Escândalos envolvendo atletas eram fato raro quando o futebol era um esporte coletivo.
Dito de outro modo: quando valia mais o espírito de grupo e o único escudo no uniforme era do clube ou da seleção correspondente, o futebol gerava mais atletas com um nível de desempenho e compromisso que expressavam uma ética coletiva. Há, no panteão do futebol, ídolos que sempre defenderam um mesmo clube, identificados com a camisa e o escudo dessa equipe para sempre. Eram heróis individuais que expressavam o coletivo.
Hoje, o futebol é mercenário. Inútil para a glória coletiva. Serve ao enriquecimento fácil de jovens despreparados para a vida, de empresários ávidos por dinheiro profuso ou de cartolas inescrupulosos que não suam a camisa. Serve às marcas e aos cartolas, campeões de frustrações.
Esse futebol-empresa é cinza, triste e gera, à sua volta, quadrilhas que se ocultam em falsas paixões clubísticas, sejam de diretores de agremiações ou de bandos para-militares que se autodenominam "torcidas organizadas" - na verdade organizam a violência individual e a insanidade mental contra "o inimigo" das torcidas adversárias. Essas hordas nutridas pelo ódio ou pela ganância não sabem que são, apenas, sub-produtos de um capitalismo doentio. São dejetos que se pensam heróis, como os jovens atletas do Santos, que em frente a uma webcam demonstraram seu analfabetismo funcional, sua linguagem chula e sua completa falta de educação, xingando torcedores e ironizando colegas de profissão em um português irreconhecível.
Fora do campo, reina o mal exemplo. Dentro de campo, reinam o individualismo e o fundamentalismo religioso.
Apontar para os céus e dedicar o gol a Deus, atribuindo ao adversário uma consistente pobreza "da graça divina" tornou-se prática dominante nessa modalidade de esporte empurrada materialmente pelo enriquecimento fácil e, ideologicamente, pela crença de que, em campo, atletas empreendem uma "guerra santa" contra o "demônio" representado pelo contendor.

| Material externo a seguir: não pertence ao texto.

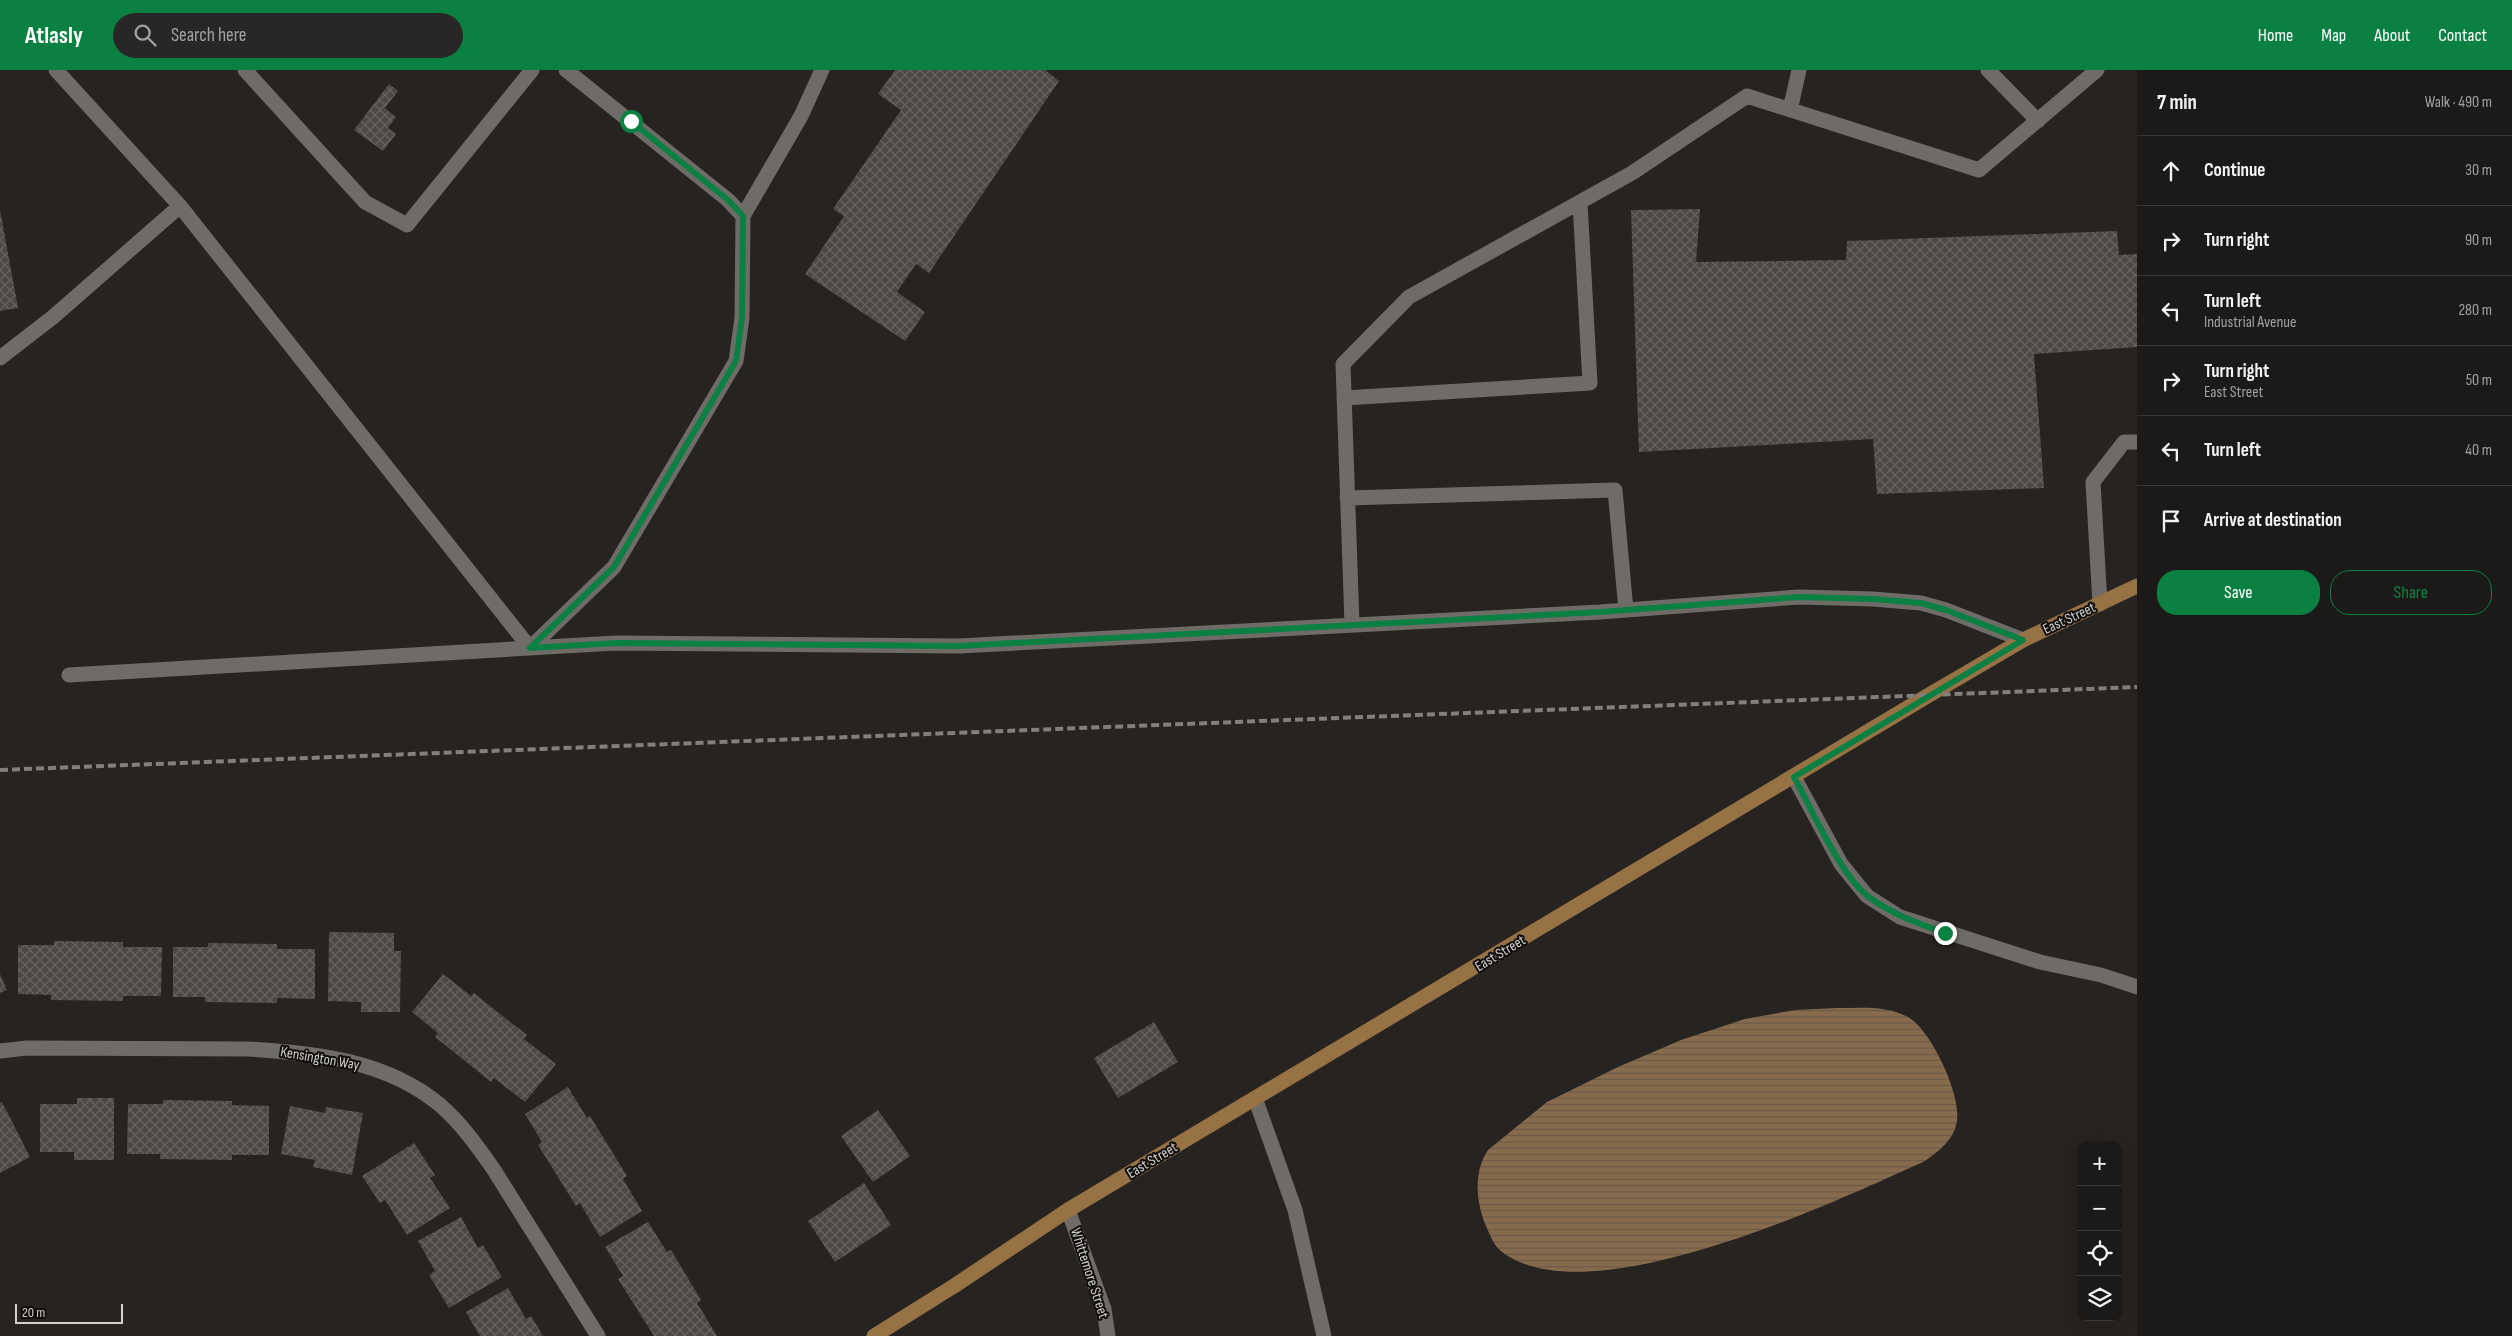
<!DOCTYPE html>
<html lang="en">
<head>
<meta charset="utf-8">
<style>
  body { margin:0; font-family:"Sofia Sans Condensed",sans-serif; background:#292725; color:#f1f3f6 }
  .controls { position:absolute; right:15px; bottom:15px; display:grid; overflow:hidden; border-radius:10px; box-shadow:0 5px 20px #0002 }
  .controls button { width:45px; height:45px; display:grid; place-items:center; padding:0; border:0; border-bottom:1px solid #3a3837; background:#1c1a18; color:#f1f3f6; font:25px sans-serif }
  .scale { position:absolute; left:15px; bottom:12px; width:108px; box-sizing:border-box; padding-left:5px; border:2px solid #d3d1cf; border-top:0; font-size:14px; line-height:18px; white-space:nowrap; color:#d3d1cf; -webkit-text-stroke:4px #0e0d0b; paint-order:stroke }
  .stop { position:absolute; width:15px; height:15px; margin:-11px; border:4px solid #0b8043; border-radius:50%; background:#fff }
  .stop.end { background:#0b8043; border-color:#fff; box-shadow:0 1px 5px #0008 }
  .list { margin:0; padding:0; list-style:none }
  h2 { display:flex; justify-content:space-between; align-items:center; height:65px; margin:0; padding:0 20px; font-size:21px }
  h2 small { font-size:16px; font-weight:400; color:#a0a1a2 }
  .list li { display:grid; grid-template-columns:32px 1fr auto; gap:15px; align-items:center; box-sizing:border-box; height:70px; padding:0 20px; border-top:1px solid #3a3837 }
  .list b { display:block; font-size:19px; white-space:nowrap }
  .list p { margin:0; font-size:16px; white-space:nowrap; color:#a0a1a2 }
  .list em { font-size:16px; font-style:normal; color:#a0a1a2 }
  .actions { display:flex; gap:10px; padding:15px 20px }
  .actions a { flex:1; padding:11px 0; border:1px solid #0b8043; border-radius:20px; text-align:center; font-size:18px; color:#0b8043 }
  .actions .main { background:#0b8043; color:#fff }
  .icon { flex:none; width:28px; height:28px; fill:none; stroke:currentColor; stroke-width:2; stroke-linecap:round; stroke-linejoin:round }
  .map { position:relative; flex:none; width:2137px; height:1266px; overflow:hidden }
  header { display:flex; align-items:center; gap:30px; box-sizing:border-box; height:70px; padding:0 25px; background:#0b8043; color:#fff }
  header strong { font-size:24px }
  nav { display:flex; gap:28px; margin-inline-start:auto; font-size:18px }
  .search { width:350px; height:45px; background:#292725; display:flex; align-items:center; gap:12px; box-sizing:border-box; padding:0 18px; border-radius:28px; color:#a0a1a2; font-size:19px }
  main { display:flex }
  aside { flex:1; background:#1c1a18 }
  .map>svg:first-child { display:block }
  .water { fill:url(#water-rules) }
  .building { fill:url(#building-cross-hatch) }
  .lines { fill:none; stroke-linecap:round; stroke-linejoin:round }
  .minor { stroke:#6f6b67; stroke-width:15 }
  .major { stroke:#977244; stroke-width:15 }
  .rail { stroke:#827f7d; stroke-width:4; stroke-dasharray:8 4; stroke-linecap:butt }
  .route { stroke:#0b8043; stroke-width:6 }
  .labels { text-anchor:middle; stroke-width:4; stroke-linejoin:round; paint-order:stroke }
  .street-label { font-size:15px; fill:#d3d1cf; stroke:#0e0d0b }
</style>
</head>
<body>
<header>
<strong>Atlasly</strong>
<div class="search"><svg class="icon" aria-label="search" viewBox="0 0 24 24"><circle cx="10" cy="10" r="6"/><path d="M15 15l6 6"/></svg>Search here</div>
<nav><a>Home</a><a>Map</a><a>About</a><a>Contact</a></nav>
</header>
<main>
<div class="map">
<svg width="2137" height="1266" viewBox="0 0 2137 1266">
  <defs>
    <pattern id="water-rules" width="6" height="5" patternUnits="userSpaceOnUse" patternTransform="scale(1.25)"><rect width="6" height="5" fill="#876b4d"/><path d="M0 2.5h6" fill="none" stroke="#6a5947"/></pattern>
    <pattern id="building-cross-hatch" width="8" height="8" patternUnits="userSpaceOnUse" patternTransform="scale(1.25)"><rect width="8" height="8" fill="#4c4945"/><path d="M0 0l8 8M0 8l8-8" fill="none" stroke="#65625f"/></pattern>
  </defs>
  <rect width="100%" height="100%" fill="#262320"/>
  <path class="water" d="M1837,938C1860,938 1886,935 1908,947C1931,960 1961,1024 1957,1050C1955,1069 1939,1081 1925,1091C1837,1131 1589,1248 1502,1182C1494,1176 1490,1165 1486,1156C1476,1133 1473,1102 1488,1080L1547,1032L1618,997L1681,970L1745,949L1795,940Z"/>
  <path class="building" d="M895,0H1045L1059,11L929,203L916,194L897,222L925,242L905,271L805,204L844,146L833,139L901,40L878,24Z
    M389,14L398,21L385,38L396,47L388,58L396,64L383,81L354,60Z
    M1700,139L1696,192L1846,190L1847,171L2117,161L2119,185L2137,184V277L2034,284L2044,418L1877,424L1873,369L1639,382L1631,140Z
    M0,140L18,238L0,241Z
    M329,862L394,863V881H401L400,942H361V932L328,931Z
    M54,871L123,872V877H162L161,926H123V931L51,930V925L18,924V875H54Z
    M208,873L277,874V879H315V929L277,928V933L205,932V927H173V877H208Z
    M0,904L7,920L0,923Z
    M443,904L471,926L474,923L500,944L527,965L524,969L556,994L525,1032L494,1008L491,1012L435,967L438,963L412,942Z
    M1154,952L1178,992L1118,1028L1094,988Z
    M568,1017L587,1048L590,1046L627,1106L623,1109L642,1141L600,1167L580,1133L576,1136L538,1075L542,1072L525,1044Z
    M77,1028H114V1090H74V1082H40V1034H77Z
    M163,1030L232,1031V1035L269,1036V1085H232V1090L160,1089V1084H127L128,1034H163Z
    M2,1032L30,1087L0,1103V1033Z
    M290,1036L325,1043L326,1037L363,1043L352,1105L313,1097L315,1090L281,1084Z
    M878,1040L910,1086L873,1112L841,1066Z
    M414,1073L435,1105L430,1108L450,1138L407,1165L385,1130L380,1133L362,1106Z
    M864,1113L891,1155L835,1192L808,1151Z
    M461,1147L478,1178L483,1175L502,1207L449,1238L429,1205L435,1201L418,1171Z
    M648,1152L667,1182L671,1180L701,1230L697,1233L717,1266H654L618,1209L623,1206L605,1177Z
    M508,1218L526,1249L531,1246L543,1266H480L466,1242Z"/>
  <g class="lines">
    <path class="minor" d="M56,0L180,136L530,578
      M245,0L365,132L407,155L532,0
      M566,0L728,130L743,146L801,46L822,0
      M1988,0L2038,51
      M1790,40L1799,0
      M0,288L53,247L180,136
      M1344,328L1590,313L1580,133
      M1347,428L1615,420L1626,540
      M2100,534L2093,412L2124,372H2137
      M1352,554L1343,294L1409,227L1632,103L1747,26L1979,100L2097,0
      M530,578L614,497L736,291L742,248L743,146
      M69,605L616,573L959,576L1600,542L1799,527L1873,529L1921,533L1946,540L2023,570
      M1794,707L1841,794L1867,826L1900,847L2040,892L2101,905L2137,917
      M0,981L27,978L248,979C315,983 386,990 440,1035C461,1053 478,1077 494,1100L598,1266
      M1255,1028L1295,1140L1324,1266
      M1068,1140L1104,1239L1108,1266"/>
    <path class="major" d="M874,1266L954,1216L1068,1140L1929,625L2023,570L2137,516"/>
    <path class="rail" d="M0,700L2137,617"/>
  </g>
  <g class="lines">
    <path class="route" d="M631,51L728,130L743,146L742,248L736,291L614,497L530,578L616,573L959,576L1600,542L1799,527L1873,529L1921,533L1946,540L2023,570L1794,707C1812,739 1841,807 1869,827C1893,845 1918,853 1945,863"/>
  </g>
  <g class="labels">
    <g class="street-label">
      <text transform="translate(2069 548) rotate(-25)" y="5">East Street</text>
      <text transform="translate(1500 883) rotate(-31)" y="5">East Street</text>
      <text transform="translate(320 988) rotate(10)" y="5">Kensington Way</text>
      <text transform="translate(1152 1090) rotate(-31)" y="5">East Street</text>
      <text transform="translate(1090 1203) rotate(72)" y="5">Whittemore Street</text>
    </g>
  </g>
</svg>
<div class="controls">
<button>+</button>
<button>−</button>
<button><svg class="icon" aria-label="locate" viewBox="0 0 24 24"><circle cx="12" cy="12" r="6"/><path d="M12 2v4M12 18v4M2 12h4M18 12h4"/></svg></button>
<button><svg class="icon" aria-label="layers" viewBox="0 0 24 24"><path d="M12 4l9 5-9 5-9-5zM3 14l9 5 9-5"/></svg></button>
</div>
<div class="scale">20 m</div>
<div class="stop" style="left:631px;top:51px"></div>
<div class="stop end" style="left:1945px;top:863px"></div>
</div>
<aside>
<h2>7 min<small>Walk · 490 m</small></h2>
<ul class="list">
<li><svg class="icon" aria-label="ahead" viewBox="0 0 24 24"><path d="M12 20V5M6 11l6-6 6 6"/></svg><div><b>Continue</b></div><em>30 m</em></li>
<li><svg class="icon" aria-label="right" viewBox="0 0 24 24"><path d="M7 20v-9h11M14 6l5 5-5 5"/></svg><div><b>Turn right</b></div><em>90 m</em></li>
<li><svg class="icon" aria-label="left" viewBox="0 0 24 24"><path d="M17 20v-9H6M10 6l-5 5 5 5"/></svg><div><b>Turn left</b><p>Industrial Avenue</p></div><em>280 m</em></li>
<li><svg class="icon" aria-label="right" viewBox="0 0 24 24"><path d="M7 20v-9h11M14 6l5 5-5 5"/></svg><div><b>Turn right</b><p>East Street</p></div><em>50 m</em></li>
<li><svg class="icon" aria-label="left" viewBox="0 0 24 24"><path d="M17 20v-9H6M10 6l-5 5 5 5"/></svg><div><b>Turn left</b></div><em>40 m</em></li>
<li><svg class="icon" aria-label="arrive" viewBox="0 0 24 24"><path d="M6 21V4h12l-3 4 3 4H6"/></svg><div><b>Arrive at destination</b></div></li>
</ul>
<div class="actions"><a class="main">Save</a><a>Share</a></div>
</aside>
</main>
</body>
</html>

Ora, o que explicaria um deus qualquer torcer por um clube e não por outro, facilitando a marcação de um gol para agraciar um filho de deus que seria mais filho de deus do que os que vestem as cores adversárias?
Nada. Esse raciocínio é puramente irracional. Mas atende a um objetivo: reforçar o individualismo, a crença de que alguns podem mais que os outros, de que isso é "natural", talvez divino, e de que o coletivo só serve para dar suporte a esses poucos escolhidos. Desumanizada, a distinção entre massa e herói é o meio caminho entre a sanidade e a demência. Os brunos da vida e os moleques do Santos são ao mesmo tempo algozes e vítimas dessa danação que fabrica e destrói ídolos no atacado.
No último domingo, Corinthians e Palmeiras se enfrentaram no Pacaembu, empatando em um gol.
Ao final da partida, a imprensa chamou a atenção para a declaração do técnico do Palmeiras, Felipão, que afirmou não ter "a obrigação de ganhar sempre". Não tem mesmo. Especialmente porque não existe time que nunca perde. A dialética entre vitórias e derrotas é que forma a lógica real de qualquer contenda, esportiva ou não.
Para mim, a atenção se voltou para um gesto que passou como invisível aos olhos dos especialistas.
Apesar da posição duvidosa do finalizador, o gol do Corinthians mereceria ser validado como obra de arte, pela arquitetura primorosa que o antecedeu.
Somando passes criativos, velocidade, habilidade na conclusão, o lance culminou com o arranque fulminante de Bruno Cesar pela direita até cruzar com precisão para Jorge Henrique marcar, de letra.
Uma pintura. Um gol "de placa" como se dizia no tempo em que o futebol era um esporte coletivo.
Feito o gol, aí então vem a cena lamentável.
Jorge Henrique corre e, ao invés de abraçar Bruno Cesar e os demais companheiros que concorreram para o gol, empurra com violência o companheiro que lhe deu o passe e que apareceu duas vezes na jogada decisiva e, se desvencilhando, corre para comemorar sozinho com a torcida.
Um gesto fortuito? Não. Uma síntese. Uma lamentável síntese de um tempo.